## YOUR TASK:
Return exactly the span of lines in the following data that opens with the line containing "For a GIS import: Parse" and closes with the line containing "Describe the page". Include nothing else.

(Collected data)
▼▼▼

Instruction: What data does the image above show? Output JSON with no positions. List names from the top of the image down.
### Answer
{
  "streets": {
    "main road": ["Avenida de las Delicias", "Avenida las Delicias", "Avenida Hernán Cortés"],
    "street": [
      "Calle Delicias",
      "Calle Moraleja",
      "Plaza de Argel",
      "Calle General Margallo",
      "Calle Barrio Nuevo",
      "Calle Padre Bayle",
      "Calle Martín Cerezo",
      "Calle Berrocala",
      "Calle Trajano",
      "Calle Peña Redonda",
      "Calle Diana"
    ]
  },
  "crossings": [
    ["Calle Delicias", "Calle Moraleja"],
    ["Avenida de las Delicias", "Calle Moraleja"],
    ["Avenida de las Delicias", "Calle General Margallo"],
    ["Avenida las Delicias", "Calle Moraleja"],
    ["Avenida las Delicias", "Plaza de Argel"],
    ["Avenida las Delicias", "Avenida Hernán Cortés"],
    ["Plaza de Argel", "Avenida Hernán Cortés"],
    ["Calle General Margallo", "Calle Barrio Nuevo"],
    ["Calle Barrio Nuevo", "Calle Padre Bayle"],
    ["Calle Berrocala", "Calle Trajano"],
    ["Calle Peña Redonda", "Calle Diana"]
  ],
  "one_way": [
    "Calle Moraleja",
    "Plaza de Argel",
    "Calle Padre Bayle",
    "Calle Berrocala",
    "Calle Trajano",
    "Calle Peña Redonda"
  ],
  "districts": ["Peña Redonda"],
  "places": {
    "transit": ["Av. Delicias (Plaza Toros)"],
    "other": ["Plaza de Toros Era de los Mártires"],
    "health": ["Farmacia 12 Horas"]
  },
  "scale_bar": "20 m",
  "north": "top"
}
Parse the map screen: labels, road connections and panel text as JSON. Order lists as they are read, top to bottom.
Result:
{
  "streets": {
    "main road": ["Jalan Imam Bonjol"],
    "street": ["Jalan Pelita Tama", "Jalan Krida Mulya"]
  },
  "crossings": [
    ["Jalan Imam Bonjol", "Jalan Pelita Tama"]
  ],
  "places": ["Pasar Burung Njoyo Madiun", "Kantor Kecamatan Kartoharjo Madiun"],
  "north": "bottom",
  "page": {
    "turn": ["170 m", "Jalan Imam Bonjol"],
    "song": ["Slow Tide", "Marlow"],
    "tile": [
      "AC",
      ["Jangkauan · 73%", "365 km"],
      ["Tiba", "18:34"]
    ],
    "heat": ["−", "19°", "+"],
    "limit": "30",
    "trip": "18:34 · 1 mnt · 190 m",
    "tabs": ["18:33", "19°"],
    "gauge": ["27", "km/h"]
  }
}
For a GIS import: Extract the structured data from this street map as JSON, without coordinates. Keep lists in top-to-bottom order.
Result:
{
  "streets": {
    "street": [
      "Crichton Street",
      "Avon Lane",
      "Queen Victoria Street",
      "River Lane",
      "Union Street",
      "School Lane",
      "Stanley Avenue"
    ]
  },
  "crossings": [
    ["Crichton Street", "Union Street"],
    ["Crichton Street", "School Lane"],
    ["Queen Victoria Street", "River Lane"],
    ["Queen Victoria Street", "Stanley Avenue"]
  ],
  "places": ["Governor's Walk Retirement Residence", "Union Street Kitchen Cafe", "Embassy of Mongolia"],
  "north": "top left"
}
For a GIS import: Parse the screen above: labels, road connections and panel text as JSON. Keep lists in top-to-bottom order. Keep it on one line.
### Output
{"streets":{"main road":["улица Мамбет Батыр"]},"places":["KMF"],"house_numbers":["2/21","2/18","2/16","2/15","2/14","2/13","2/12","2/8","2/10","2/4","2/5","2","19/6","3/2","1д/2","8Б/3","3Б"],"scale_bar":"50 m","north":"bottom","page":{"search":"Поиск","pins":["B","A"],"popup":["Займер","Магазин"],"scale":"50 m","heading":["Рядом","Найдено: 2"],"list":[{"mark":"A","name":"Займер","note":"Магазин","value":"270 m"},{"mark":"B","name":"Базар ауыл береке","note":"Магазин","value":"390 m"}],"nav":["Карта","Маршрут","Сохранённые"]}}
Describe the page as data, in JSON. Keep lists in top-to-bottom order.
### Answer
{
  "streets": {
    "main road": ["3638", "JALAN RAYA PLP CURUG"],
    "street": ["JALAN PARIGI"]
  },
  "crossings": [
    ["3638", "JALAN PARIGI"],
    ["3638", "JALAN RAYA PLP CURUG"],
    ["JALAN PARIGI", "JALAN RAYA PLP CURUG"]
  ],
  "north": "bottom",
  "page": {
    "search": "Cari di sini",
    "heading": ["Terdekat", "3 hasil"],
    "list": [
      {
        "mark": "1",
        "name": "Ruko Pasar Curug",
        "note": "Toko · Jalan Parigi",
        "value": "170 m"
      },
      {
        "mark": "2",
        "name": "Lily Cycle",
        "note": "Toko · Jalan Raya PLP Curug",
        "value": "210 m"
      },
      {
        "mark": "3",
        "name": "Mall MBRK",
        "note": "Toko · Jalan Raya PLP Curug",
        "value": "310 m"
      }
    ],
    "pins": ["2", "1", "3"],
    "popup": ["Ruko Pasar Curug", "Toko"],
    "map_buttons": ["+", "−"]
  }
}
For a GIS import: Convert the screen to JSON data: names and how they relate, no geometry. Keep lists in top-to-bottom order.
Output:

▲▲▲

## YOUR RESPONSE:
For a GIS import: Parse the screen above: labels, road connections and panel text as JSON. Keep lists in top-to-bottom order. Keep it on one line.
### Output
{"streets":{"main road":["улица Мамбет Батыр"]},"places":["KMF"],"house_numbers":["2/21","2/18","2/16","2/15","2/14","2/13","2/12","2/8","2/10","2/4","2/5","2","19/6","3/2","1д/2","8Б/3","3Б"],"scale_bar":"50 m","north":"bottom","page":{"search":"Поиск","pins":["B","A"],"popup":["Займер","Магазин"],"scale":"50 m","heading":["Рядом","Найдено: 2"],"list":[{"mark":"A","name":"Займер","note":"Магазин","value":"270 m"},{"mark":"B","name":"Базар ауыл береке","note":"Магазин","value":"390 m"}],"nav":["Карта","Маршрут","Сохранённые"]}}
Describe the page as data, in JSON. Keep lists in top-to-bottom order.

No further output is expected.